> (I'm ignoring colour for simplicity's sake).
Color isn't relevant. The sensor doesn't have any color information, only
intensity information. The color is deterministic...ie, a particular sensor
has a particular color filter over it.
> The real minimum and maximum
> light intensities which the circuit can resolve into a digital number is
> determined by the analog CCD circuit NOT by the number of bits used in the
> ADC.
True. And therefore this 'range', as it is typically called, can be
represented by one bit or 1000 bits. Which, I believe, was the point that
someone else was making...
> The number of bits in the ADC *only* determines the number of steps
> between the minimum voltage it can resolve into a number and the maximum
> voltage it can resolve into a number.
Basically, true. Typically, that 'number of steps' is called the
resolution, ie, if you have an 8 volt range, and you have three bits
(therefore can represent 8 different values), your resolution is 1V.
> The only reason I can see that a greater number of bits would help is that
> when you are at the extremities of the CCD's range, more bits should help
> resolve meaningful data from noise, or by reducing the size of the steps,
> reduce the loss of image information which lies between the steps at a
lower
> bit depth.
I don't follow you here.
> Ultimately, it's the CCD circuitry which determines the minimum and
maximum
> light intensities that the scanner can (in theory) resolve, not the number
> of bits used to convert it to a digital image
Agreed...
> which just determines the smoothness of the conversion.
I know what you mean, but that's the first time I've heard it called that...
> What Ed's demonstration of a relationship between bits and dynamic range
> demonstrated to me was that the numbers for some scanners simply *seem*
> to be the theoretical maximum determined by a mathematical relationship
> from a given bit depth *not* a real measurement of the DR as determined
> by the kind of tests Dave Hemingway described.
I was saying somewhat the same thing, but apparently for different reasons?
> In fact, referring back to my argument above, there's no reason why an 8
> bit per channel scanner couldn't have a dynamic range of (say) 4 if the
> analog circuitry is capable of measuring that range of light intensities.

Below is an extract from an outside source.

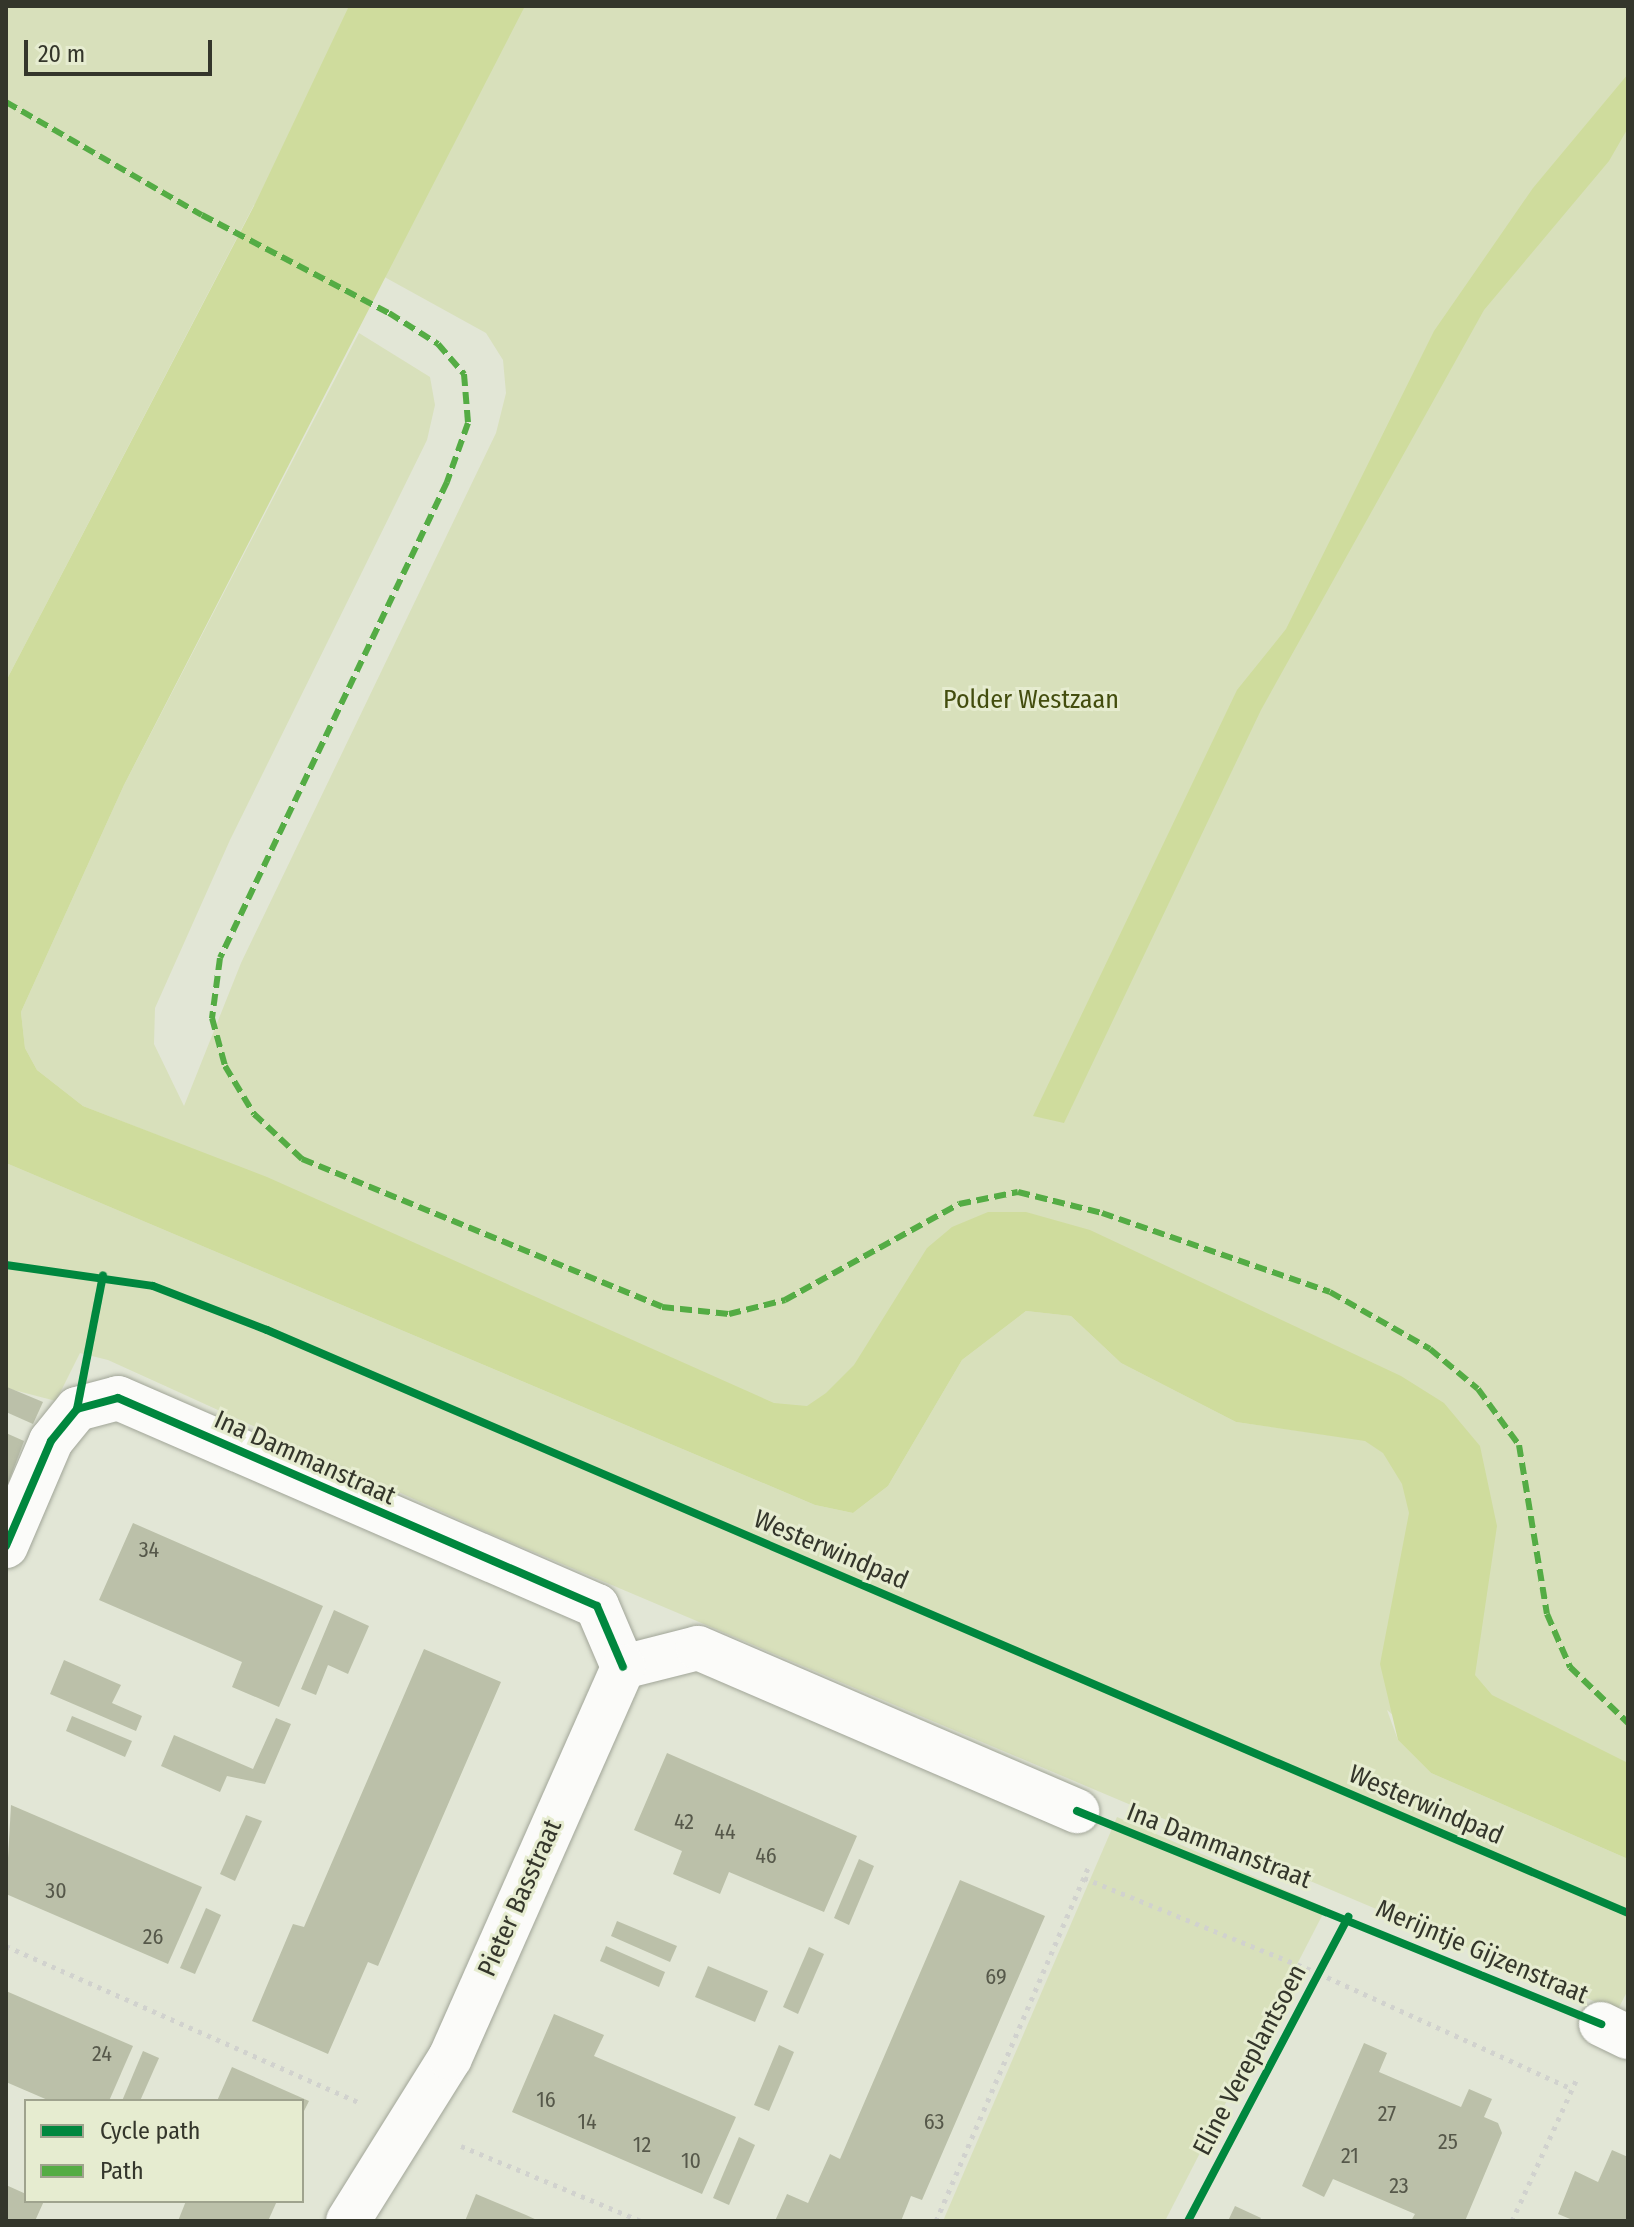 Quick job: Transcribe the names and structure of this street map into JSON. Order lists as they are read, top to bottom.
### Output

No, that's wrong (and you were doing so well ;-). Dynamic range IS
resolution over ANY range, and 8 bits won't give you a DMax of 4. In fact,
8 bits is 48db, or a DMax of log10(2^8) or 2.4. Perhaps you are confusing
the meaning of DMax? The 'capture' range (range from min voltage to max
voltage), as you have aptly stated, is completely separate from resolution
(within that capture range).
Just a note on 'resolution'. Most people consider resolution to be, say,
the number of pixels wide the scan is times the number of pixels long the
scan is. That is true (though only by common use, not by correct use ;-),
but there are other resolutions. Consider that X and Y resolution. There
is also Z resolution, which is the bit depth of the pixel, more bits is
higher resolution. That is the resolution I am talking about in this
discussion, not the X by Y resolution of the image.